> **Your goal**
Set down every record below exactly as it stands, with the pictures omitted.
*** Opening of Data to use ***
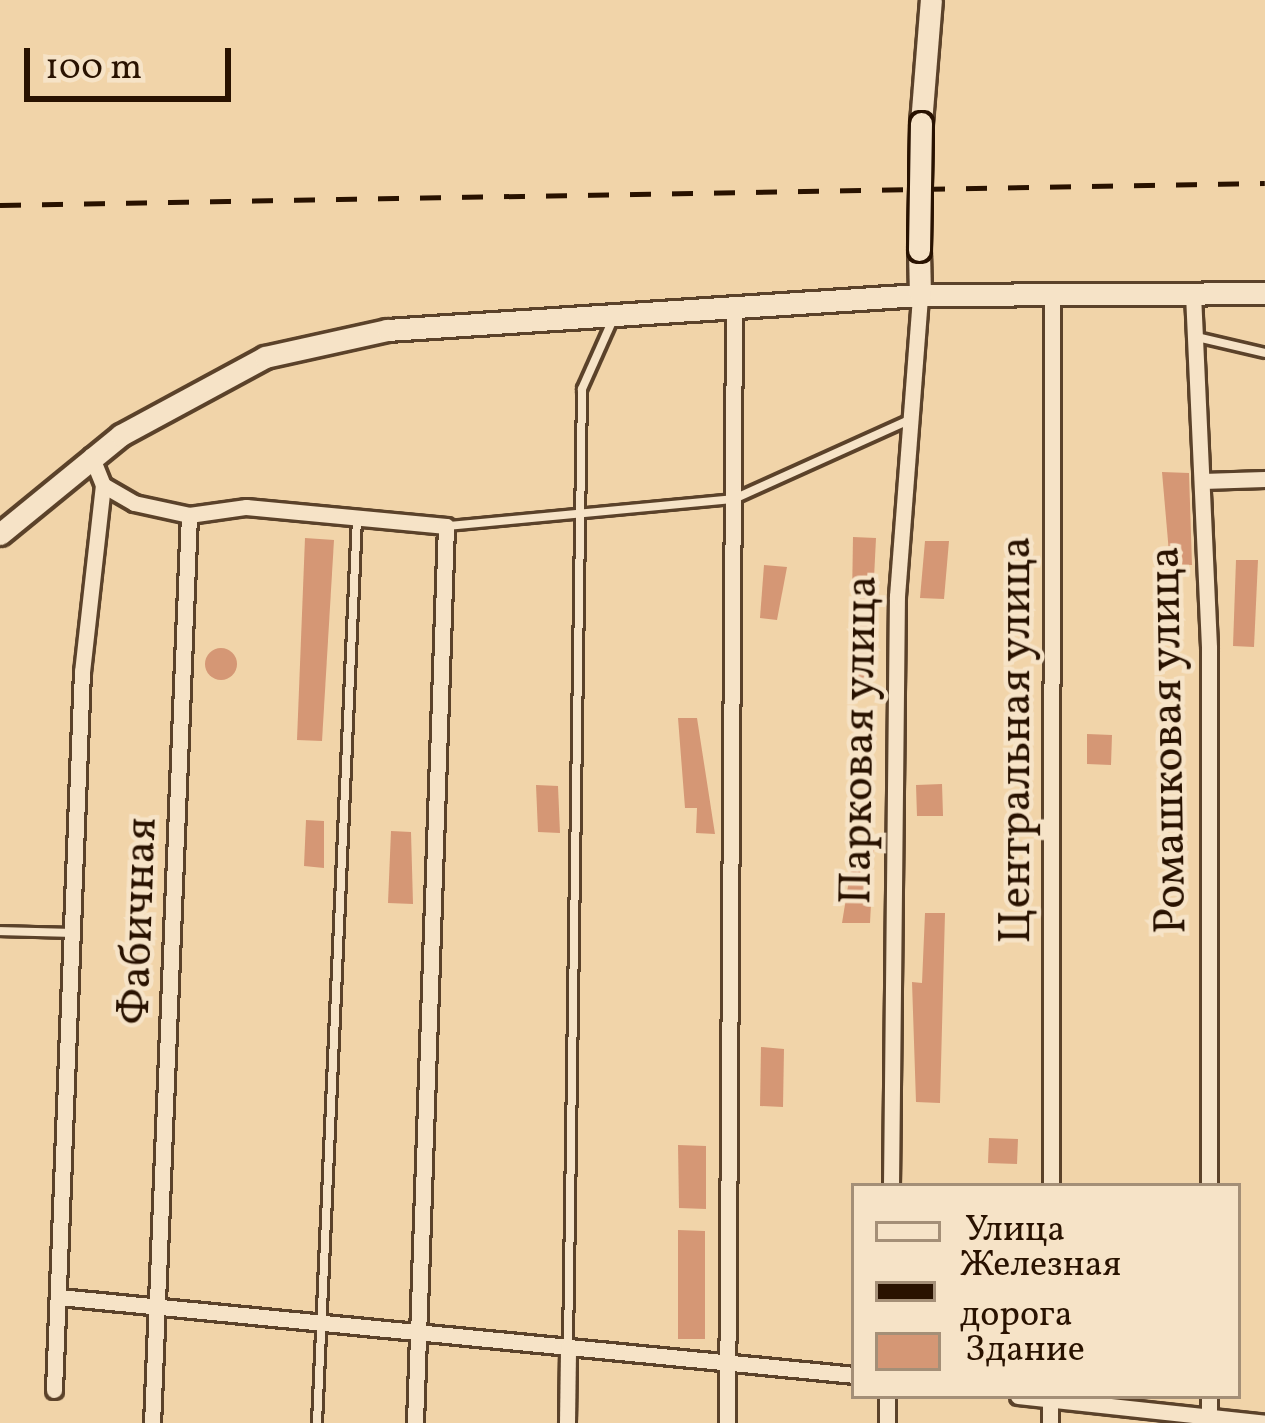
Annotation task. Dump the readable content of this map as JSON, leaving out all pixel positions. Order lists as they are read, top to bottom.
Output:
{
  "streets": {
    "street": [
      "Парковая улица",
      "Центральная улица",
      "Ромашковая улица",
      "Фабичная"
    ]
  },
  "legend": ["Улица", "Железная дорога", "Здание"],
  "scale_bar": "100 m"
}
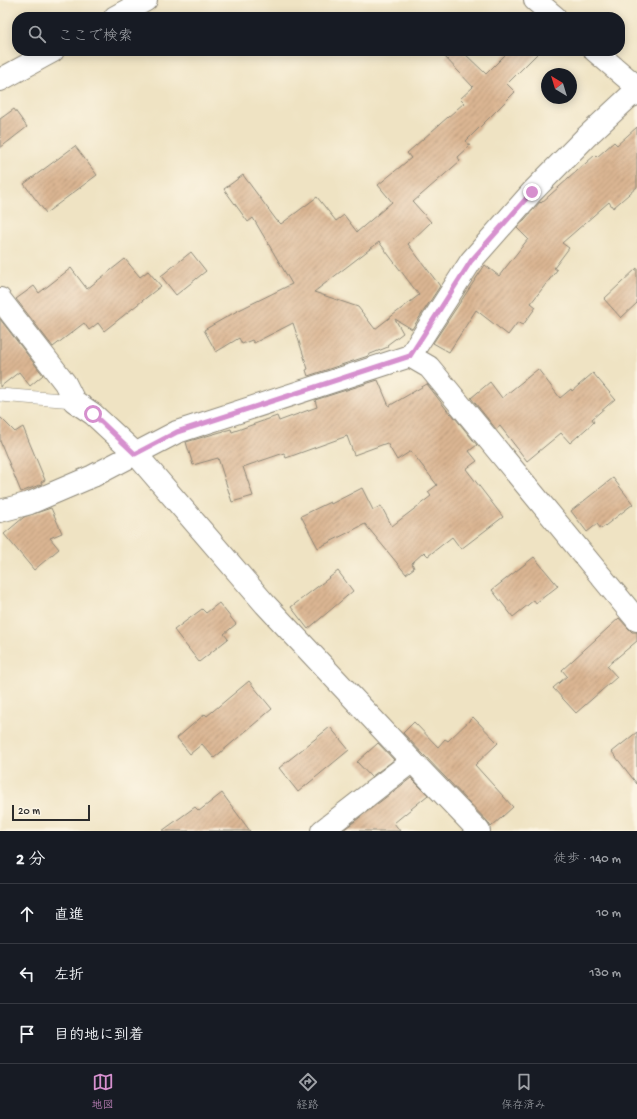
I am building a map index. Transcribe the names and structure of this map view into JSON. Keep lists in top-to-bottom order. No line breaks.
{"scale_bar":"20 m","north":"top left","page":{"search":"ここで検索","scale":"20 m","heading":["2 分","徒歩 · 140 m"],"list":[["直進","10 m"],["左折","130 m"],"目的地に到着"],"nav":["地図","経路","保存済み"]}}
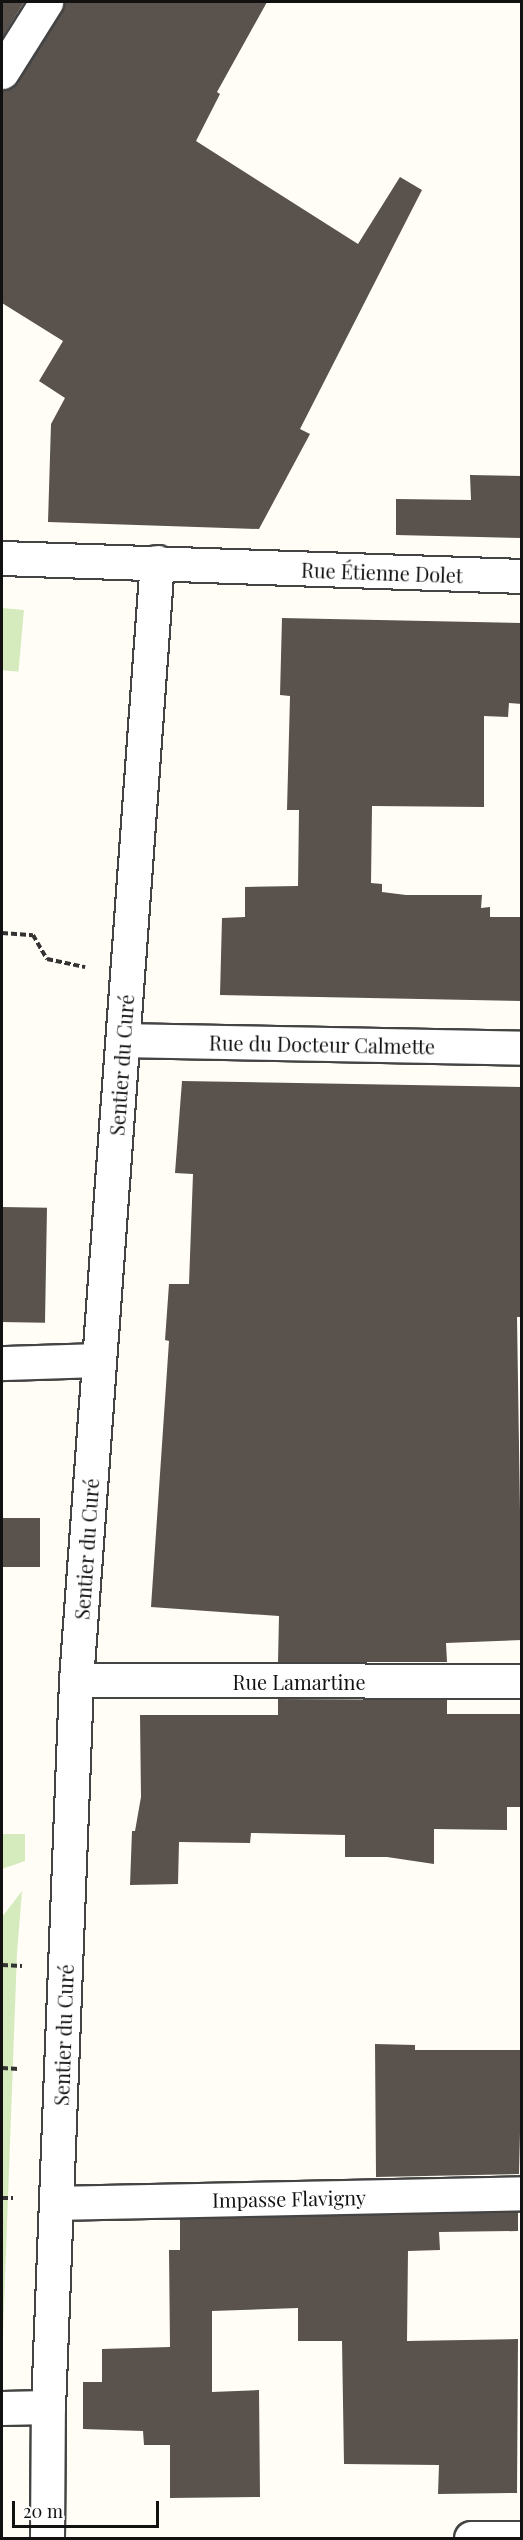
*** Close of Data to use ***
> **Output of the exercise**
Annotation task. Dump the readable content of this map as JSON, leaving out all pixel positions. Order lists as they are read, top to bottom.
Output:
{
  "streets": {
    "street": [
      "Парковая улица",
      "Центральная улица",
      "Ромашковая улица",
      "Фабичная"
    ]
  },
  "legend": ["Улица", "Железная дорога", "Здание"],
  "scale_bar": "100 m"
}
I am building a map index. Transcribe the names and structure of this map view into JSON. Keep lists in top-to-bottom order. No line breaks.
{"scale_bar":"20 m","north":"top left","page":{"search":"ここで検索","scale":"20 m","heading":["2 分","徒歩 · 140 m"],"list":[["直進","10 m"],["左折","130 m"],"目的地に到着"],"nav":["地図","経路","保存済み"]}}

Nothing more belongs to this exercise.